EIFFEL (over comm) Um, Minkowski? Why is the armory wide open, and also, apparently, robbed? Where's the tactical knives kit? MINKOWSKI Don't worry. I've got that. EIFFEL Oh. And the M4 carbine? The, like, really-dangerous-in-space, select-fire M4 carbine? MINKOWSKI Yeah, I've got that too. EIFFEL And this empty rack I'm looking at right now with a label that says "harpoon" suggests that... MINKOWSKI Yes. I have it, Eiffel.
The harpoon is introduced as part of a list of over-the-top weapons that Minkowski takes on her plant-monster-hunting mission. It's initially just a funny moment to emphasise how seriously she's taking this mission. The weapons arguably increase in unlikeliness as Eiffel lists them, and it's a comic image to think of Eiffel deducing the situation from the empty rack labeled 'harpoon'. It could have been an entirely throw-away joke that was never brought up again. The M4 carbine never comes up again. The tactical knives kit is mentioned in Knock, Knock, but not in a plot-significant or symbolic way. 
'Goddamn harpoon' speech
So why does the harpoon become such an iconic part of Minkowski's brand (and I'm pretty certain it was seen as significant by fans long before the finale)? It's got to be because of the next time it's mentioned, when Minkowski talks to the plant monster in the same episode:
MINKOWSKI (getting psyched up) You wanna play with me, huh? You wanna run rings around me? The joyless, boring, predictable old Minkowski? She can't stop you, right? Not someone as smart and powerful as you. You've got her pegged. Good. Get complacent. Get smug. That's right when you'll find me waiting for you. With a goddamn harpoon.
There's so much to say about this speech and what it reveals her character. For one thing, it's all projection - we have no real indication of what (if anything) the plant monster thinks of Minkowski. We don't even really know how much understanding it has when listening to her talk. She imagines that this silent adversary would call her "joyless, boring, predictable". I suspect that these are all things that she's been called a fair bit in the past. (To be honest, I wouldn't be surprised if they are all things that Eiffel called her at one point.)
But the harpoon is proof against - if not the accusation of joylessness - the idea that Minkowski is boring and predictable. Boring and predictable people don't opt for a harpoon for fighting on a spaceship when plenty of more conventional weapons available. A harpoon is unexpected, and there's a kind of power in that.
Another interesting thing about that speech is that the whole thing would make at least as much sense - if not more - if it was directed at Cutter. In Sarah Shachat's episode commentary on Minkowski Commanding (part of the bonus material available to buy here), she says that Minkowski "is really speaking to Cutter in this moment". It's made clear that Minkowski's behaviour in Minkowski Commanding is not just about the plant monster itself. She tells Eiffel, "I have to take it seriously! If I can eliminate one threat, just one, then we are that much closer to going home!" 

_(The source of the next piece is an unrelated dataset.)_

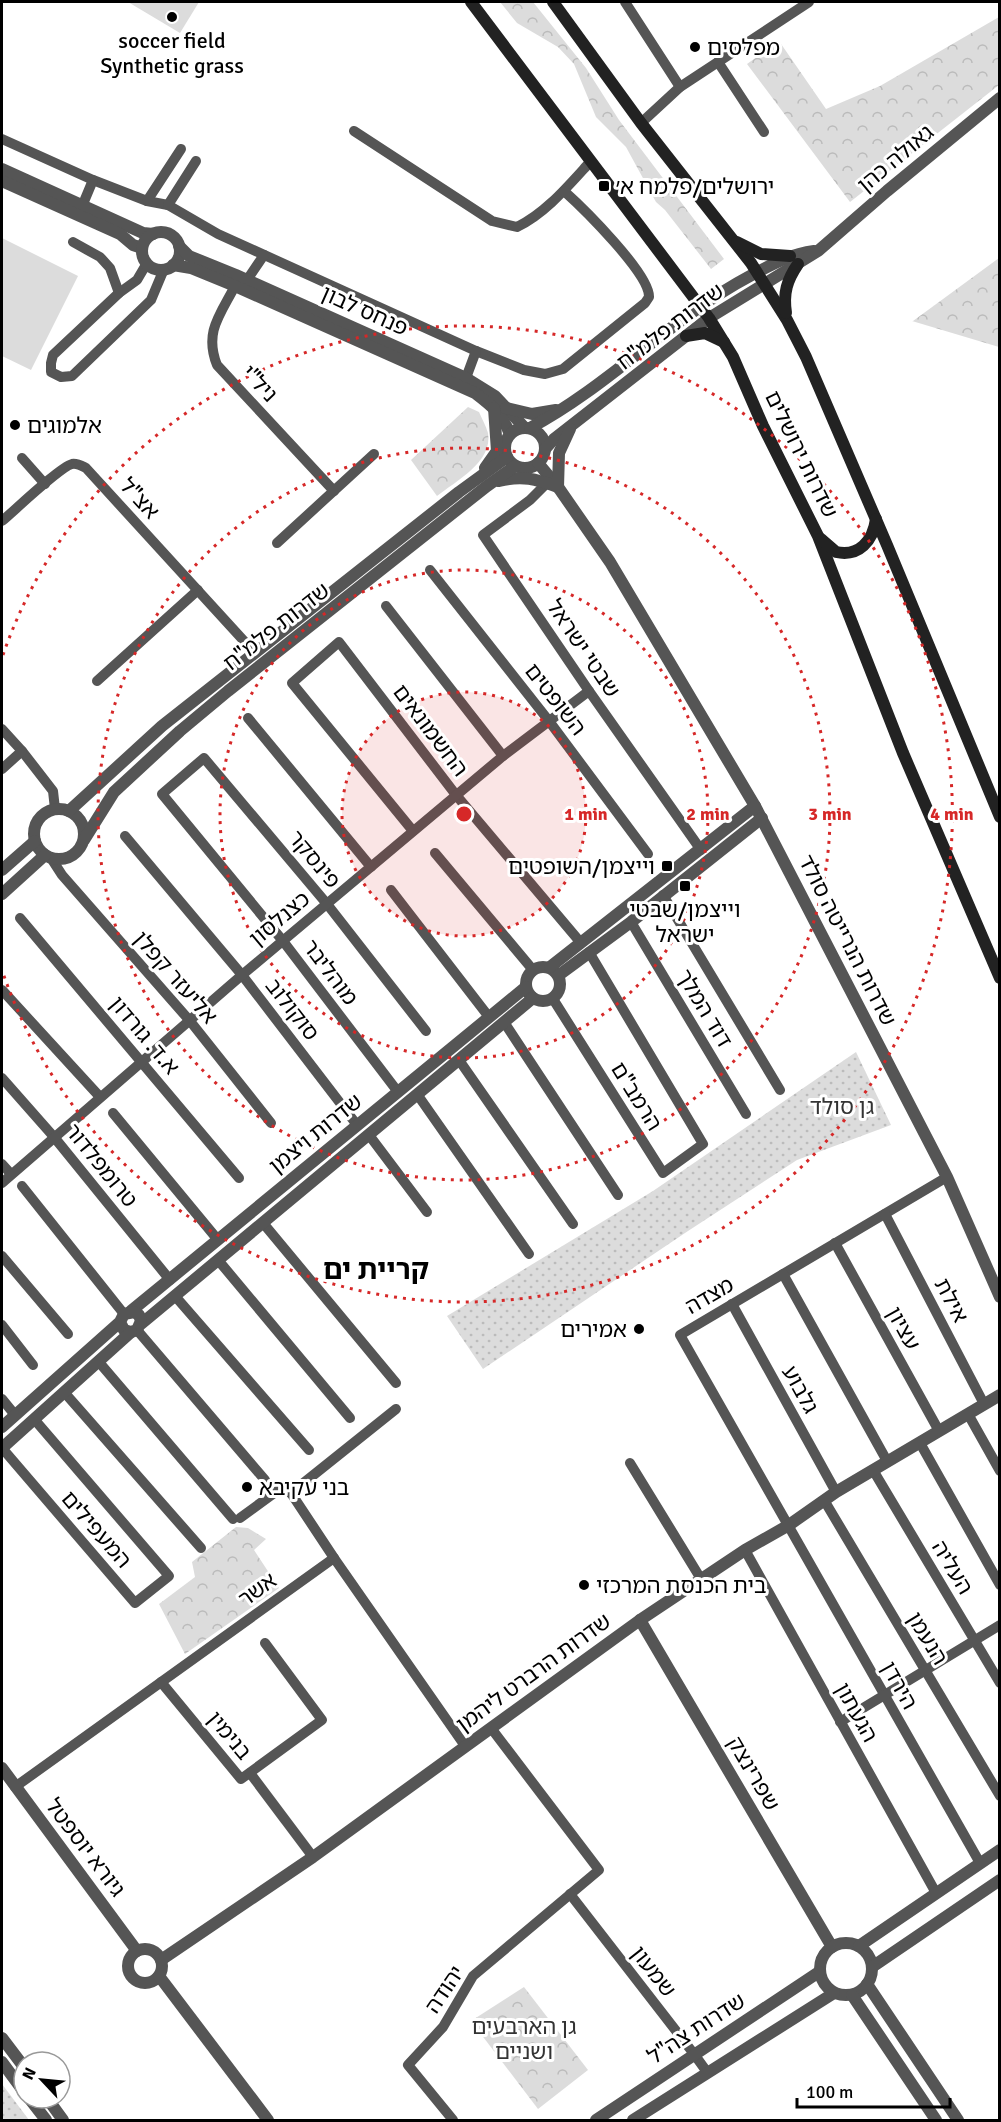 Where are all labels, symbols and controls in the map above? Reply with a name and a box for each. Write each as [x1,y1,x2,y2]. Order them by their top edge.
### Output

The specifics of the plant monster's location, abilities, and origin are mysterious, but - unlike many of the other forces threatening the safety of Minkowski's crew - it is at least tangible and harpoon-able and not light years away. Hunting the plant monster is a way for Minkowski to assert control when so much is outside of her control. It's an attempt to demonstrate that she is - as she puts it - "in charge of this disaster". Minkowski treats the plant monster as a physical symbol of all the threats her crew are facing, and so the harpoon becomes a physical symbol of her fierce (if sometimes misguided) determination to take control of the situation and fight back against those threats to protect her crew.

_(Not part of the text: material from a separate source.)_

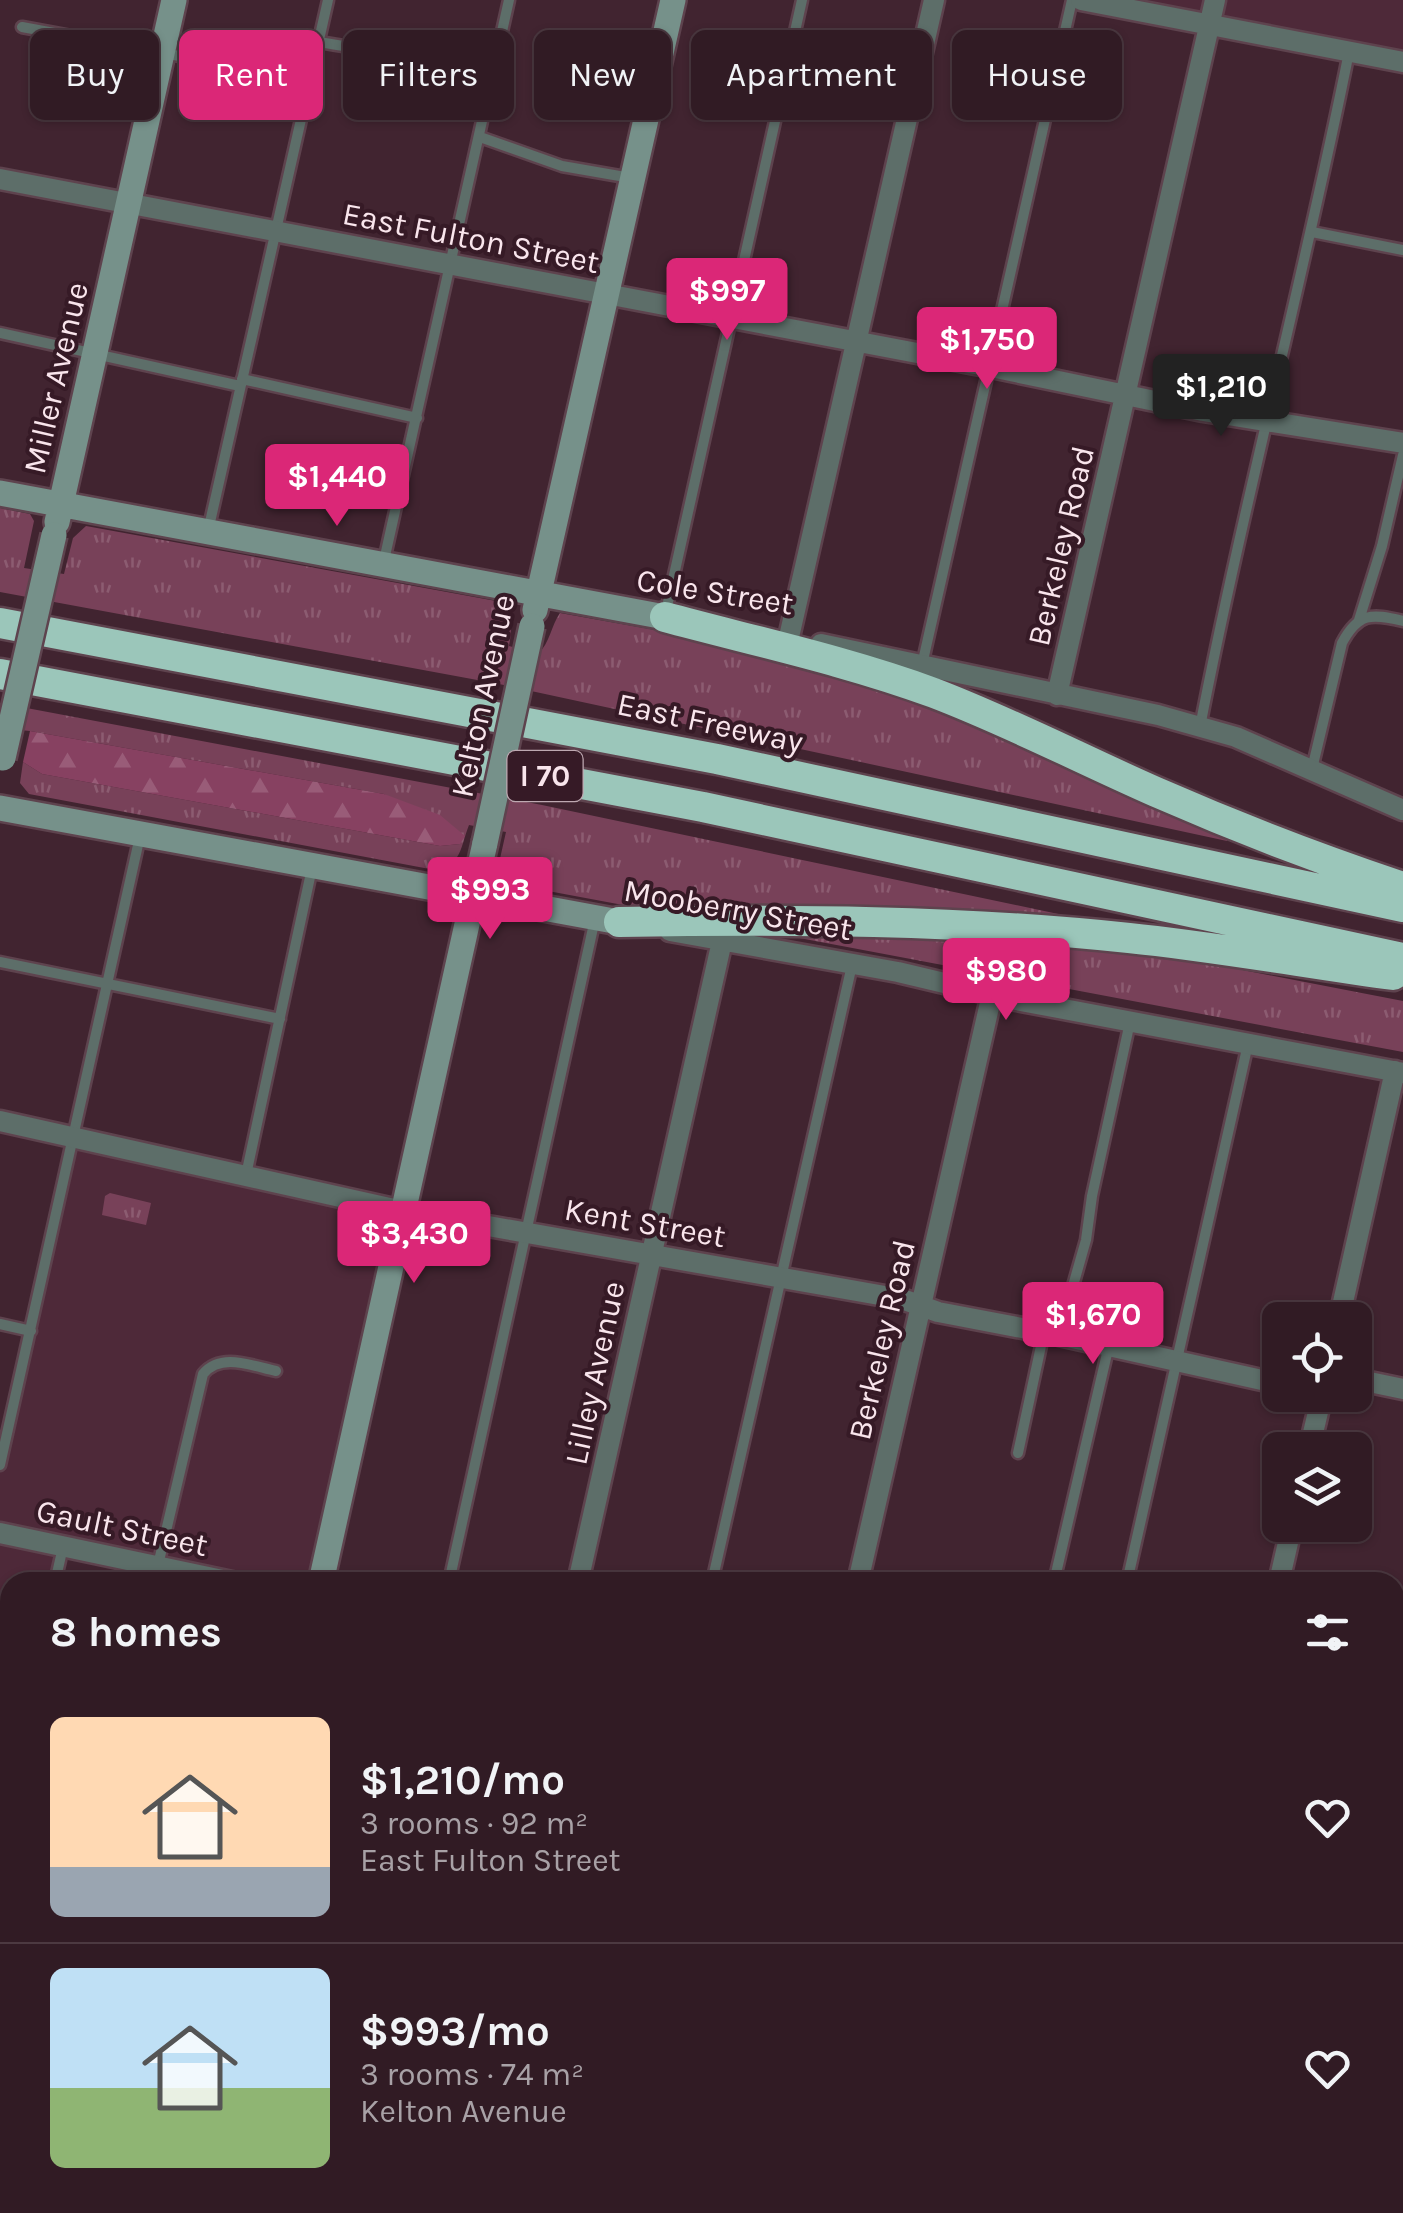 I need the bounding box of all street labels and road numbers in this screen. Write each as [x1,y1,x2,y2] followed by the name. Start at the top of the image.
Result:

The line "you'll find me waiting for you. With a goddamn harpoon" is one that sticks in the mind, especially since - with one notable exception - 'goddamn' is about as potent as swearwords get on this show. And it's the harpoon that she uses to give specificity to the threat. 
Absurdity
A harpoon is powerful and threatening, which is exactly what Minkowski is trying to convey to the plant monster, but in this context - not only on dry land but on a spaceship - it's also kind of absurd. From the way we hear it fire in the finale, we can tell that it's more like a speargun than a hand-thrown harpoon spear, but it's still an out-of-place weapon for space-based combat. Minkowski's already been shown to have a penchant for archaic weaponry, after her drunken enthusiasm over the cannon during the talent show incident, which is largely played for laughs. Similarly, in the episode commentary for Minkowski Commanding, Sarah Shachat says that the harpoon was introduced mostly just because it was funny; "[including a harpoon] was me sort of embracing the Moby Dick of it all. And I had no idea at the time how much importance that silly harpoon would take on." 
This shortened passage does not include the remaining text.